在 C 中将 void* 转换为 char*

Question

我必须为任何数据类型编写一个抽象的二进制搜索函数，并将比较函数作为参数。我不知道如何处理 void，因为不可能使用指针运算。然后我看到了标准的 qsort 函数并照做了。问题是当发生从 void* 到 char* 的转换时发生了什么？为什么有效？

void *bin_srch(void *a, size_t n, size_t bs, void *x, int (*cmp)(const void *a, const void *b))
{
    size_t f = 0, l = n;

    if(!n) return NULL;

    while (f < l)
    {
        size_t m = f/2 + l/2;
        char *mid = (char*)a + m*bs;

        if (cmp(x, mid) <= 0)
            l = m;
        else
            f = m + 1;
    }

    char *t = (char*)a + l*bs;

    if (!cmp(t, x))
        return t;
    else
        return NULL;
}

Answer 1

它有效，因为 char * 可以别名任何其他类型。

引自 C11，第 6.3.2.3 章

[....] When a pointer to an object is converted to a pointer to a character type, the result points to the lowest addressed byte of the object. Successive increments of the result, up to the size of the object, yield pointers to the remaining bytes of the object.
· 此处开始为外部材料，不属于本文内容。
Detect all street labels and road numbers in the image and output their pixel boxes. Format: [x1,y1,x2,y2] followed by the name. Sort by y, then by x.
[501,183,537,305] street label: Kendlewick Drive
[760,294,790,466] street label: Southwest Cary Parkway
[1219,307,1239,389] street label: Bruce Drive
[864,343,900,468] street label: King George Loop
使用此属性，转换为 char * 可以使用(转换的)指针作为操作数来执行指针算术。

如同一规范中所述(我强调)，第 6.5.6/p2 章

For addition, either both operands shall have arithmetic type, or one operand shall be a pointer to a complete object type and the other shall have integer type. (Incrementing is equivalent to adding 1.)

和，p3

For subtraction, one of the following shall hold:

• both operands have arithmetic type;

• both operands are pointers to qualified or unqualified versions of compatible complete object types; or

• the left operand is a pointer to a complete object type and the right operand has integer type.

需要指针操作数是指向完整类型的指针，void 不是，char 是。

最后，引用章节 §6.2.5/p19

The void type comprises an empty set of values; it is an incomplete object type that cannot be completed.